*Work required*
Write out the records again exactly and exclude the pictures.

Dataset entries:
---------------

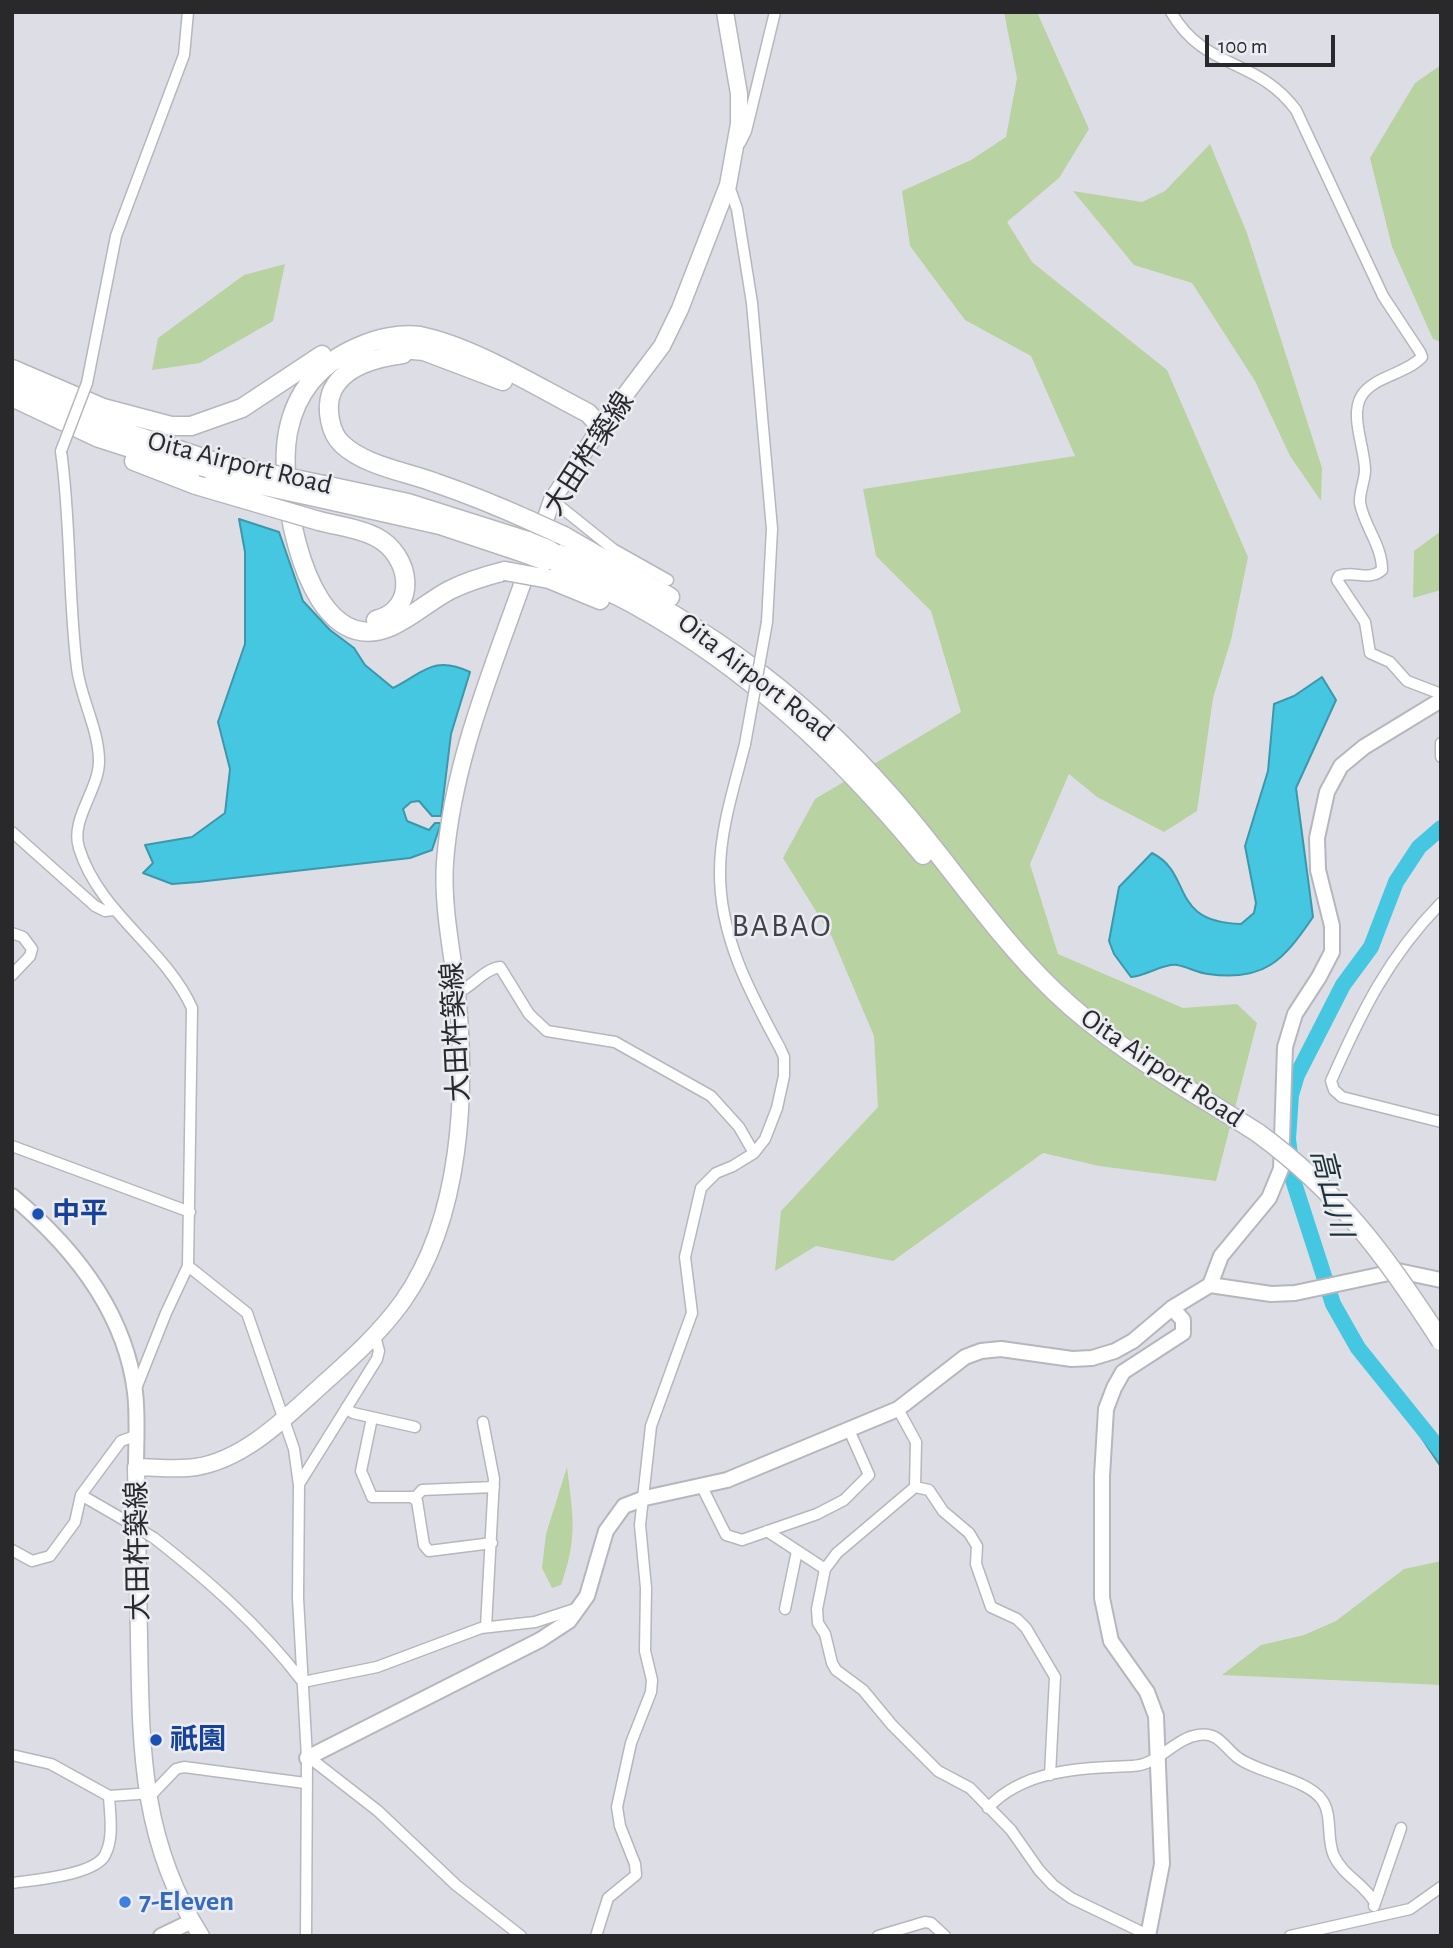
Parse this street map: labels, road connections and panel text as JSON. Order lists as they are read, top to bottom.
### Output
{
  "streets": {
    "highway": ["Oita Airport Road"],
    "main road": ["大田杵築線"]
  },
  "districts": ["BABAO"],
  "water": ["高山川"],
  "places": ["中平", "祇園", "7-Eleven"],
  "scale_bar": "100 m"
}
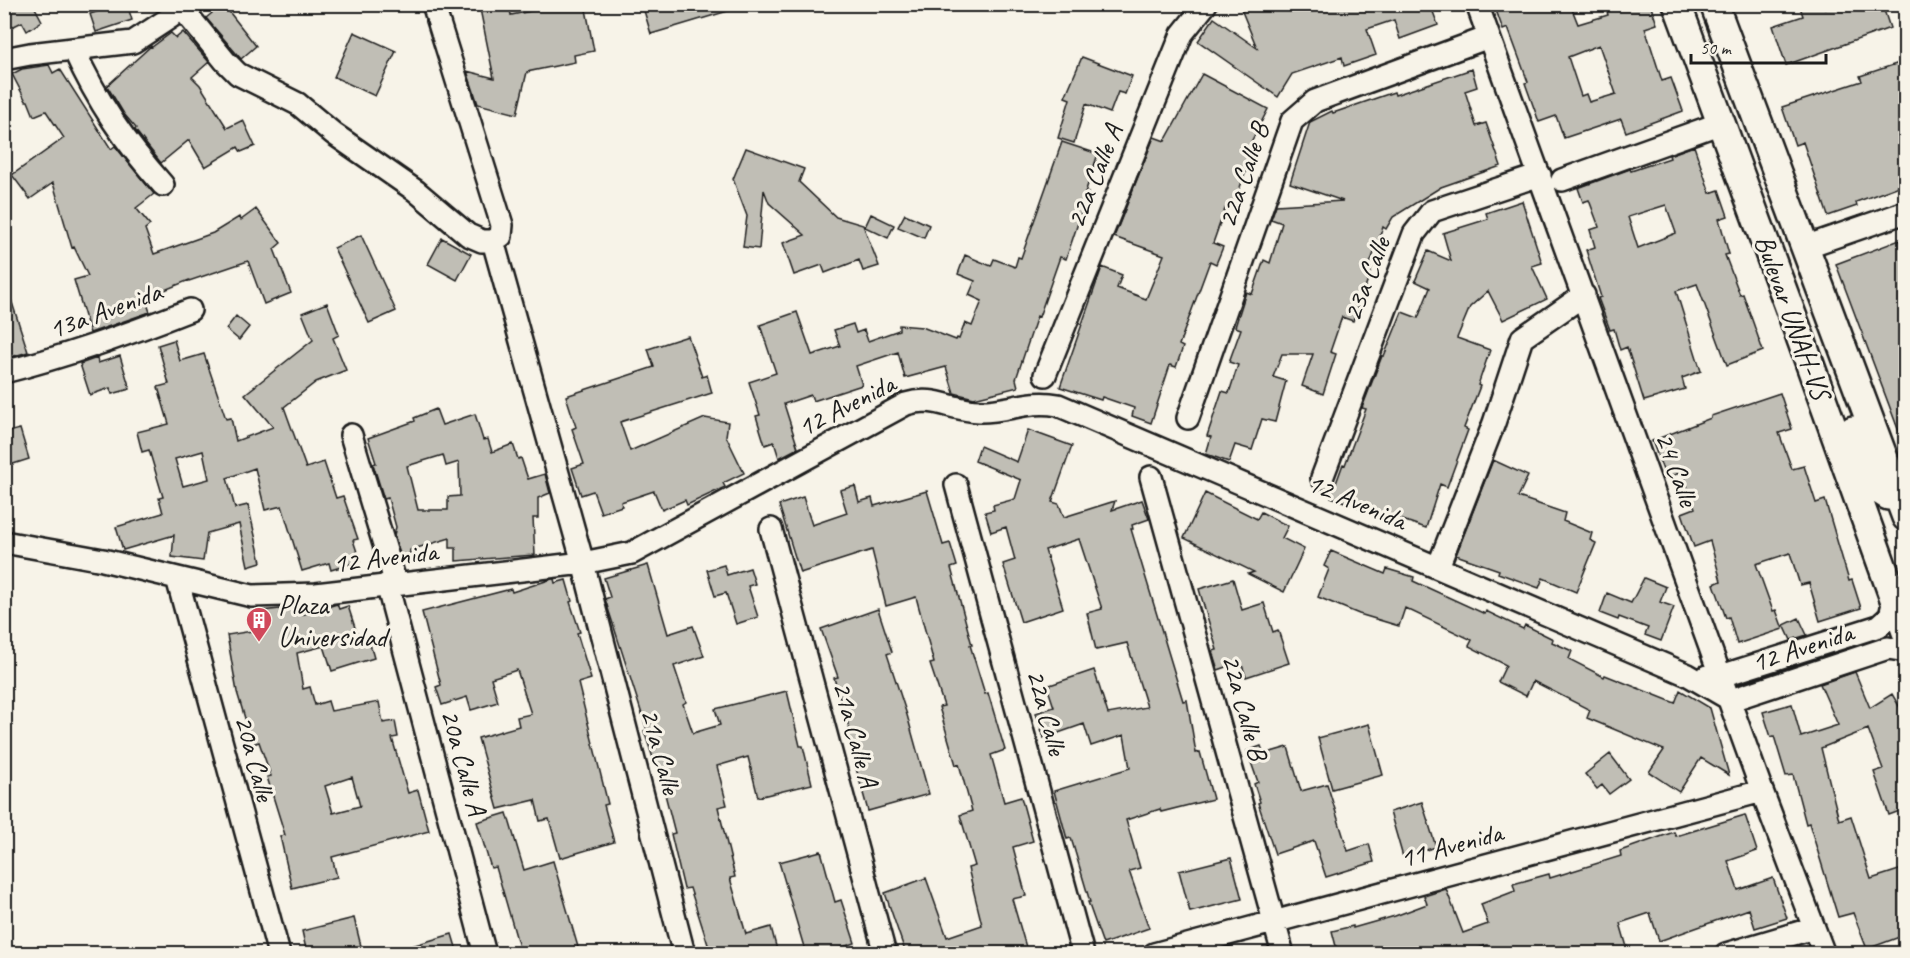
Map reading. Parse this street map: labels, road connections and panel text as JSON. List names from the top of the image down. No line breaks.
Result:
{"streets":{"main road":["Bulevar UNAH-VS"],"street":["22a Calle B","22a Calle A","23a Calle","13a Avenida","12 Avenida","24 Calle","22a Calle","21a Calle A","21a Calle","20a Calle","20a Calle A","11 Avenida"]},"crossings":[["22a Calle B","24 Calle"],["22a Calle B","11 Avenida"],["23a Calle","24 Calle"],["Bulevar UNAH-VS","12 Avenida"],["12 Avenida","24 Calle"],["12 Avenida","21a Calle"],["12 Avenida","20a Calle"],["12 Avenida","20a Calle A"],["24 Calle","11 Avenida"]],"places":{"building":["Plaza Universidad"]},"scale_bar":"50 m"}
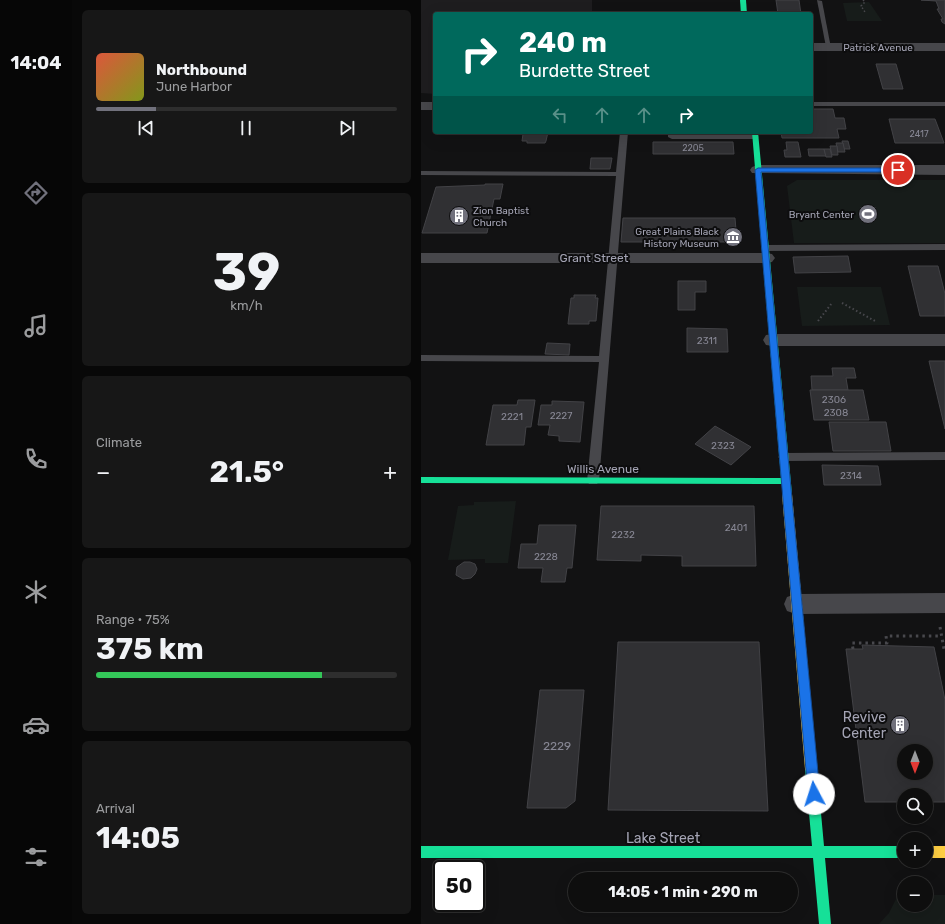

---------------

*Exercise solution*
Parse this street map: labels, road connections and panel text as JSON. Order lists as they are read, top to bottom.
### Output
{
  "streets": {
    "highway": ["Oita Airport Road"],
    "main road": ["大田杵築線"]
  },
  "districts": ["BABAO"],
  "water": ["高山川"],
  "places": ["中平", "祇園", "7-Eleven"],
  "scale_bar": "100 m"
}
Map reading. Parse this street map: labels, road connections and panel text as JSON. List names from the top of the image down. No line breaks.
Result:
{"streets":{"main road":["Bulevar UNAH-VS"],"street":["22a Calle B","22a Calle A","23a Calle","13a Avenida","12 Avenida","24 Calle","22a Calle","21a Calle A","21a Calle","20a Calle","20a Calle A","11 Avenida"]},"crossings":[["22a Calle B","24 Calle"],["22a Calle B","11 Avenida"],["23a Calle","24 Calle"],["Bulevar UNAH-VS","12 Avenida"],["12 Avenida","24 Calle"],["12 Avenida","21a Calle"],["12 Avenida","20a Calle"],["12 Avenida","20a Calle A"],["24 Calle","11 Avenida"]],"places":{"building":["Plaza Universidad"]},"scale_bar":"50 m"}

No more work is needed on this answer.